Thursday, January 28, 2010

the range of light.

Last year sometime I ordered a book. I remember not knowing how I came across it. It was called Wild Cascades Forgotten Parkland. And in it were a few plates from some photographer named Philip Hyde, of whom I had never heard. All in black and white, and mostly from around the Cascade Pass region, second to me only to The Enchantments in wonder and amazement. But not by much. And so I Googled his name and something came up about a book of his photography called The Range of Light. And it happened to be available from some seller on Amazon for something like three bucks (if I recall, that's about what I paid for Wild Cascades). So I ordered it.

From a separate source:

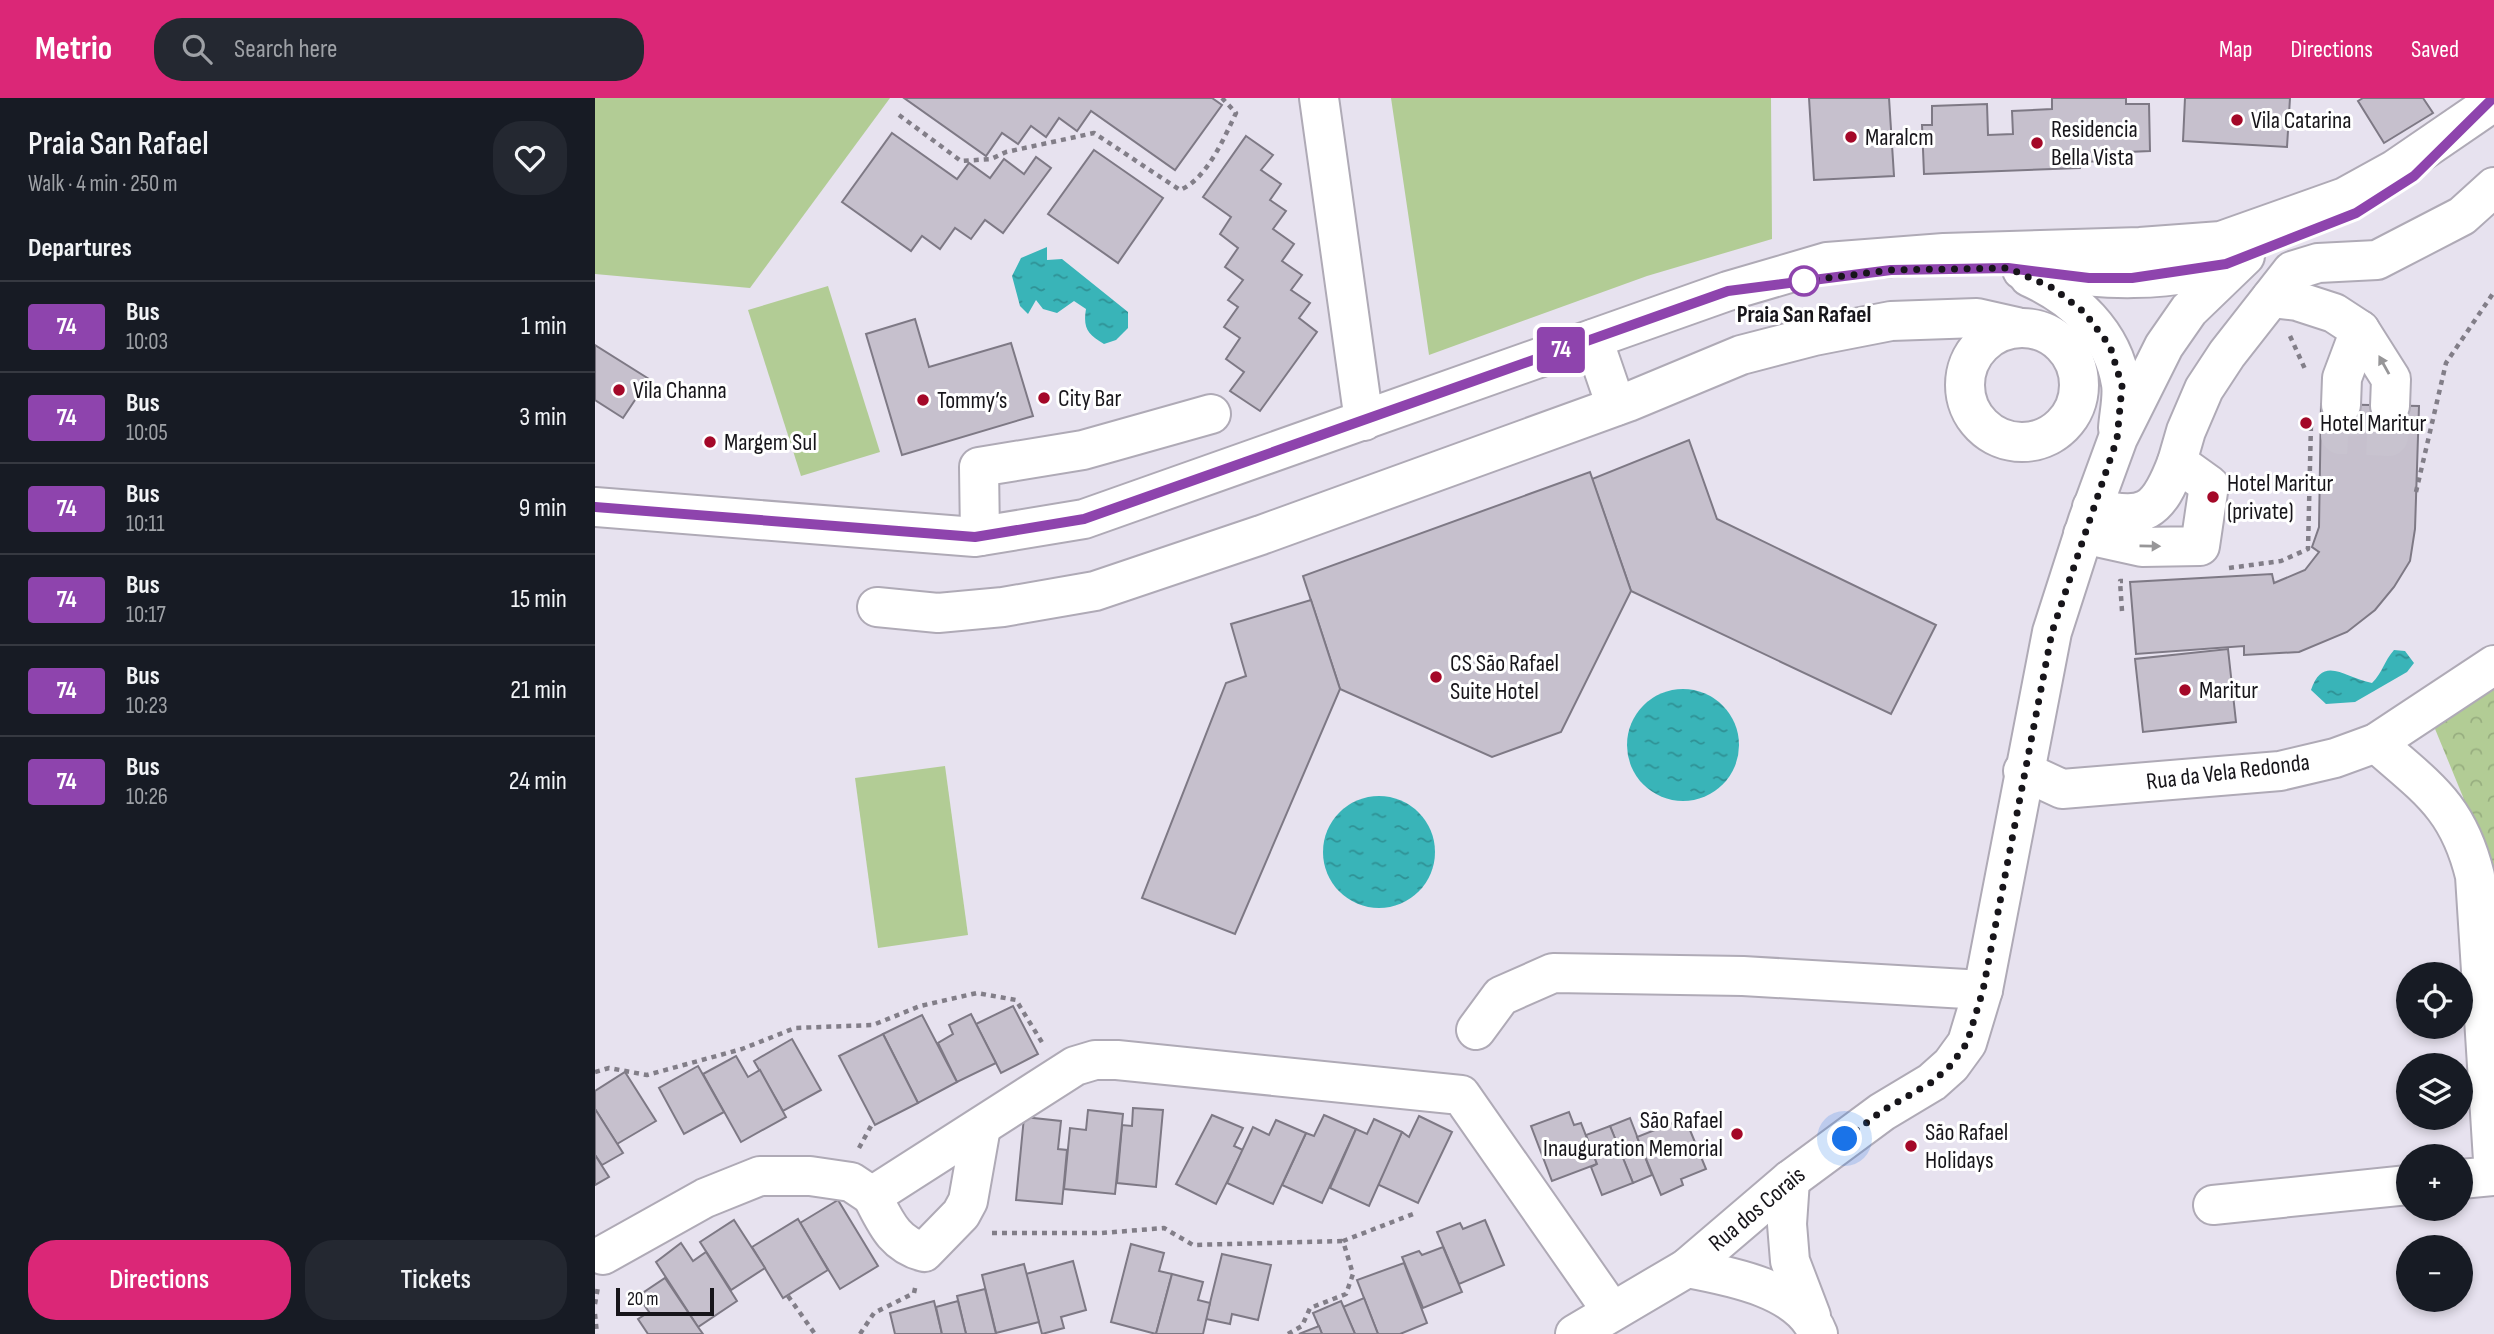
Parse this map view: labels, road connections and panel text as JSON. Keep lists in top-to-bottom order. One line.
{"streets":{"street":["Rua da Vela Redonda","Rua dos Corais"]},"crossings":[["Rua da Vela Redonda","Rua dos Corais"]],"places":["Vila Catarina","Maralcm","Residencia Bella Vista","Praia San Rafael","Vila Channa","City Bar","Tommy’s","Hotel Maritur","Margem Sul","Hotel Maritur (private)","CS São Rafael Suite Hotel","Maritur","São Rafael Inauguration Memorial","São Rafael Holidays"],"lines":["bus line 74"],"scale_bar":"20 m","page":{"header":"Metrio","search":"Search here","nav":["Map","Directions","Saved"],"heading":[["Praia San Rafael","Walk · 4 min · 250 m"],"Departures"],"on_map":"74","list":[{"mark":"74","name":"Bus","note":"10:03","value":"1 min"},{"mark":"74","name":"Bus","note":"10:05","value":"3 min"},{"mark":"74","name":"Bus","note":"10:11","value":"9 min"},{"mark":"74","name":"Bus","note":"10:17","value":"15 min"},{"mark":"74","name":"Bus","note":"10:23","value":"21 min"},{"mark":"74","name":"Bus","note":"10:26","value":"24 min"}],"map_buttons":["+","−"],"buttons":["Directions","Tickets"],"scale":"20 m"}}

It is a book of his photography complimented by caption quotes and other writings of John Muir. The photography is of course from the Sierras (also known, thanks to Muir, as 'the Range of Light'). Yosemite. Kings Canyon. And they beckon me to return, which I will. Over and over. Julian and I will go down there again this summer deep into Kings Canyon National Park into the granite peaks basins filled with alpine lakes and strewn about with granite boulders made from glaciers and time. One of the most spectacular national parks, if not only for its wildness but for its roadlessness (much like North Cascades National Park, where to really enjoy any part of it one must get out of their vehicle and stomp on feet through forests and over glaciers and on granite wandering for days at a time to get any sense of the meaning of the place).

Published in 1992, the book is divided into three sections or portfolios and interspersed with a preface written by Hyde along with - at the end - his thoughts on a life devoted to photography. And all in between, the ramblings of a man that speaks to all of us who find in the outdoors – be it high above the clouds on serrated mountain ridges, in the glacier valleys of places like Yosemite, in the river-carved canyons of Zion and the desert Southwest, under a great oak tree rustling in a warm summer breeze, marveling at the smallest details on a fallen nurse log or lost in the most grandiose vistas from a summit buried deep in the North Cascades - a sense of space, of time, of strength, of peace. A man who claimed ~
"I am hopelessly and forever a mountaineer."
In this collection of his writings, it seems a more prevalent sense of Muir's deeply-held religion and revere and awe for all the beauty he witnessed during his lifetime and then struggled to paint with words. Quote after quote, Muir writes about his love of God and mountains and rivers and trees and art and in fact all things of this universe and how they are all delicately tied together in a web of wonder even he could not dare to fathom. Only appreciate. He writes ~
"I have crossed the Range of Light, surely the brightest and best of all the Lord has built; and rejoicing in its glory, I gladly, gratefully, hopefully pray I may see it again."
He seems even more deep in thoughts of the land - the Range of Light - that, much like it did with Ansel Adams, always drew him back. Over and over. No matter how far he traveled, the Sierras were his home and the connection he had with them was as powerful as his connections with his family and, it may seem after reading this, even with God Himself.

His parting thoughts include such ideas as ~
"All the horizon is lettered and lifted. I want immortality to read this terrestrial language. This good and tough mountain-climbing flesh is not my final home, and I'll creep out of it, and fly free and grow!"
And then his final words ~
"The world, we are told, was made especially for man – a presumption not supported by all the facts. A numerous class of men are painfully astonished whenever they find anything, living or dead, in all God's universe, which they cannot eat or render in some way what they call useful to themselves. They have precise dogmatic insight of the intentions of the Creator ... with such views of the Creator it is, of course, not surprising that erroneous views should be entertained of the creation. It never seems to occur to these far-seeing teachers, that Nature's object in making animals and plants might possibly be first of all the happiness of each one of them, not the creation of all for the happiness of one. Why should man value himself as more than a small part of the one great unit of creation? And what creature of all that the Lord has taken the pains to make is not essential to the completeness of that unit – the cosmos? The universe would be incomplete without the smallest transmicroscopic creature that dwells beyond our conceitful eyes and knowledge."
The photography is amazing, and Muir's words profound. Another good three dollars spent.